Exercise requirements: Your answer should consist only of the lines below from the one with "Extract the structured" through the one with "Annotation task. Build", copied exactly.

Material to process:
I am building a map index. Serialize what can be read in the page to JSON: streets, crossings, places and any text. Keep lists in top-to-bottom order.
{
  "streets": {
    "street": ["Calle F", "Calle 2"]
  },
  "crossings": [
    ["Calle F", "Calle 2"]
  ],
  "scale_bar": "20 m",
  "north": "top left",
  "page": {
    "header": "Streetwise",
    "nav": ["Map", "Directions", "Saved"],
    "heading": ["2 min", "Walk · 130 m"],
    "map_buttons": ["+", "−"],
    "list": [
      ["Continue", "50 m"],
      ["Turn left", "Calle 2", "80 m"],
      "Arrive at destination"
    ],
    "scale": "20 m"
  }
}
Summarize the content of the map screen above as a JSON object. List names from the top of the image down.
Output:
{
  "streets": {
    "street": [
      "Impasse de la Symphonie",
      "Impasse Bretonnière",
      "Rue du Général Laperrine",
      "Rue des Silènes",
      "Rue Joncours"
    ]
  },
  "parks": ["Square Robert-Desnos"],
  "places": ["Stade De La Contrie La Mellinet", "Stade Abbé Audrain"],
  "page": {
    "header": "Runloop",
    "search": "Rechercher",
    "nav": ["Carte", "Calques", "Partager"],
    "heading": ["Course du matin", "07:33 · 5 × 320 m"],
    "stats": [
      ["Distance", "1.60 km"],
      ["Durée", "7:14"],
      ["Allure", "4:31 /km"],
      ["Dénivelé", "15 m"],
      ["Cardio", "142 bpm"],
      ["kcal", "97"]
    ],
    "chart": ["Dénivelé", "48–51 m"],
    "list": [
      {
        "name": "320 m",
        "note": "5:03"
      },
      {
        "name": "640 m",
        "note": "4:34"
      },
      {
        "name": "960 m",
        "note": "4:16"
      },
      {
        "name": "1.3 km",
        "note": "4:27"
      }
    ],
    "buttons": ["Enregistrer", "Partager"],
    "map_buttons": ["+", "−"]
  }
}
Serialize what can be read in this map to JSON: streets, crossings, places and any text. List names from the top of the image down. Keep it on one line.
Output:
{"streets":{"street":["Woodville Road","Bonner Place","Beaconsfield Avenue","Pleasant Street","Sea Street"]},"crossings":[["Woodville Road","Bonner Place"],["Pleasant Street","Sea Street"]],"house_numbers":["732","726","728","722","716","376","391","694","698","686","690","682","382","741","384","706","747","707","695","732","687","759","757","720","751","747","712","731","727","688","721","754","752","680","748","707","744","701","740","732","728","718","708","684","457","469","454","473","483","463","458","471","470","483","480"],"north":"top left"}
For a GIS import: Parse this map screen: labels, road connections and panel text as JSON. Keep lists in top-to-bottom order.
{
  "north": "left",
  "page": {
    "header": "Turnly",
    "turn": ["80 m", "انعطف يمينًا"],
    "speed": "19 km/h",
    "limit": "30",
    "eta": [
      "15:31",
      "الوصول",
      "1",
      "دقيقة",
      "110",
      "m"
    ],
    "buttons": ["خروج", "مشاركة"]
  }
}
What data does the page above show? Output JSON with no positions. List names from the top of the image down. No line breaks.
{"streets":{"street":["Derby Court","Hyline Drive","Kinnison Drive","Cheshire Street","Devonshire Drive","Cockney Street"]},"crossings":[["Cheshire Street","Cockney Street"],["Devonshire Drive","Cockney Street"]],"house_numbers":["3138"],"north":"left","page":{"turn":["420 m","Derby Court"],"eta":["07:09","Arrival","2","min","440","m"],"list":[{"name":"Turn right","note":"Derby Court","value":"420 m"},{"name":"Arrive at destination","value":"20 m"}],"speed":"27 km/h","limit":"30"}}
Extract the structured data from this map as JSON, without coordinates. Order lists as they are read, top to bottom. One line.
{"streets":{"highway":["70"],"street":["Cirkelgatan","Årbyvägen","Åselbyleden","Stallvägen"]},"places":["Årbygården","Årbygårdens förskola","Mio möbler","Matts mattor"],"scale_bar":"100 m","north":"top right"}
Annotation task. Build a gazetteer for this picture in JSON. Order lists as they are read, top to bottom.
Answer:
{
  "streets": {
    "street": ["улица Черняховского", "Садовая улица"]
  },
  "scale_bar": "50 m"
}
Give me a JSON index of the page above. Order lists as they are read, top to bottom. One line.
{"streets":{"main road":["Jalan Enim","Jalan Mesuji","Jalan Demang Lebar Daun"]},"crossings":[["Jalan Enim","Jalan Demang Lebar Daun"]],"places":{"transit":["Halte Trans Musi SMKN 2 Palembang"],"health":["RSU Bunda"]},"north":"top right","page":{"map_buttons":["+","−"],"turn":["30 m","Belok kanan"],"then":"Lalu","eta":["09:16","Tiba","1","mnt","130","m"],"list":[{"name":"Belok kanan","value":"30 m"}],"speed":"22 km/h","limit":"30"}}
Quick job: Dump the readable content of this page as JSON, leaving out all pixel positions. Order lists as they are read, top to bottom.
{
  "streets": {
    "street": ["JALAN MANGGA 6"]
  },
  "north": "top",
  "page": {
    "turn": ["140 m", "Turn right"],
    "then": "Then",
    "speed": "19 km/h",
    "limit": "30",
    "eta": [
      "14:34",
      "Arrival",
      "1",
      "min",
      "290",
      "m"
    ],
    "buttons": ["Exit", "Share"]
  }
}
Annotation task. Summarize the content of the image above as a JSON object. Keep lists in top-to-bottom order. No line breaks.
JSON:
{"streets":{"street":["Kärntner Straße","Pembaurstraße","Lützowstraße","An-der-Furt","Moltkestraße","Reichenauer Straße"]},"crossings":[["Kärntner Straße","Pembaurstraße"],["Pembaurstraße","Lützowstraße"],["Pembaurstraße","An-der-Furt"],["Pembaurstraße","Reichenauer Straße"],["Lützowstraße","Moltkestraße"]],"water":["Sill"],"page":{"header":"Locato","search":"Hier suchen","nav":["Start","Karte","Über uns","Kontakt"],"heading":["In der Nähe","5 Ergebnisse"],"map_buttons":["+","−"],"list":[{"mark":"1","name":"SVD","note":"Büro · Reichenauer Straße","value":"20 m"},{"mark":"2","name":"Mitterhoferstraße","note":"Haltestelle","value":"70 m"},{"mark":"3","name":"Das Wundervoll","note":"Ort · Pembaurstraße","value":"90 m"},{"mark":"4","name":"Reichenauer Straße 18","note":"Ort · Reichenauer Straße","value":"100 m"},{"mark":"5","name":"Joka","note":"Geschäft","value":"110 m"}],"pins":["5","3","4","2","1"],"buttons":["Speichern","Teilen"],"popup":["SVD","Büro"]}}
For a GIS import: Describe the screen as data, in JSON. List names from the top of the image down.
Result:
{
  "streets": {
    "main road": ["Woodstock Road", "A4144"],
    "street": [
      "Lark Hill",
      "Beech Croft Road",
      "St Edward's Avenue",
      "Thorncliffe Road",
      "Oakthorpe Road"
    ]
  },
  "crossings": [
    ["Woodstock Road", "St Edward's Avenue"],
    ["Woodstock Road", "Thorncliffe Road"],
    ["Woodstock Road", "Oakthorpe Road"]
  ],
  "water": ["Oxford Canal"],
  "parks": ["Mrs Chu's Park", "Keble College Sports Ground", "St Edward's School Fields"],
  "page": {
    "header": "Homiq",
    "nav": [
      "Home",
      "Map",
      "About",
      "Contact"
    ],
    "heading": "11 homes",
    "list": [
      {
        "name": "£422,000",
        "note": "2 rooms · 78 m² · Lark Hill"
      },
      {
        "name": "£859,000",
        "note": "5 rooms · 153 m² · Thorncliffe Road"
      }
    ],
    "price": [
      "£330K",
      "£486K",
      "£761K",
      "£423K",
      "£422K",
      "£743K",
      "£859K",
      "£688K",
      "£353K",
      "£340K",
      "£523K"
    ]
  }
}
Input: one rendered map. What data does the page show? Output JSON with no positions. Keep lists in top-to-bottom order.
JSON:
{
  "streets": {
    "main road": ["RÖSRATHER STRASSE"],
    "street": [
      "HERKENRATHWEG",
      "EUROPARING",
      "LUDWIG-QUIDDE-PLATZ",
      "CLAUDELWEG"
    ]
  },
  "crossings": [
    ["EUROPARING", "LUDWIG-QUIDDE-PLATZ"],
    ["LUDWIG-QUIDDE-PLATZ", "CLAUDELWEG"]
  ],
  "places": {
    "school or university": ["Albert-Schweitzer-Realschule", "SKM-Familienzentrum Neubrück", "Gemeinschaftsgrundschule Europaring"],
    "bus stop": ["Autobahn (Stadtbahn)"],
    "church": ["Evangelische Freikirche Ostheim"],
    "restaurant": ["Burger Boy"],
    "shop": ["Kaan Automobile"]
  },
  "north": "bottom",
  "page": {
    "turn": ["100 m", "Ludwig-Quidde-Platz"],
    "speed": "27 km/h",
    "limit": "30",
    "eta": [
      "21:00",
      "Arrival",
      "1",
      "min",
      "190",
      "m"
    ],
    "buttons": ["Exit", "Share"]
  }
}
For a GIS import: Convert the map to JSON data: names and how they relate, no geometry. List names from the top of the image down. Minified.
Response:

Reply:
Extract the structured data from this map as JSON, without coordinates. Order lists as they are read, top to bottom. One line.
{"streets":{"highway":["70"],"street":["Cirkelgatan","Årbyvägen","Åselbyleden","Stallvägen"]},"places":["Årbygården","Årbygårdens förskola","Mio möbler","Matts mattor"],"scale_bar":"100 m","north":"top right"}
Annotation task. Build a gazetteer for this picture in JSON. Order lists as they are read, top to bottom.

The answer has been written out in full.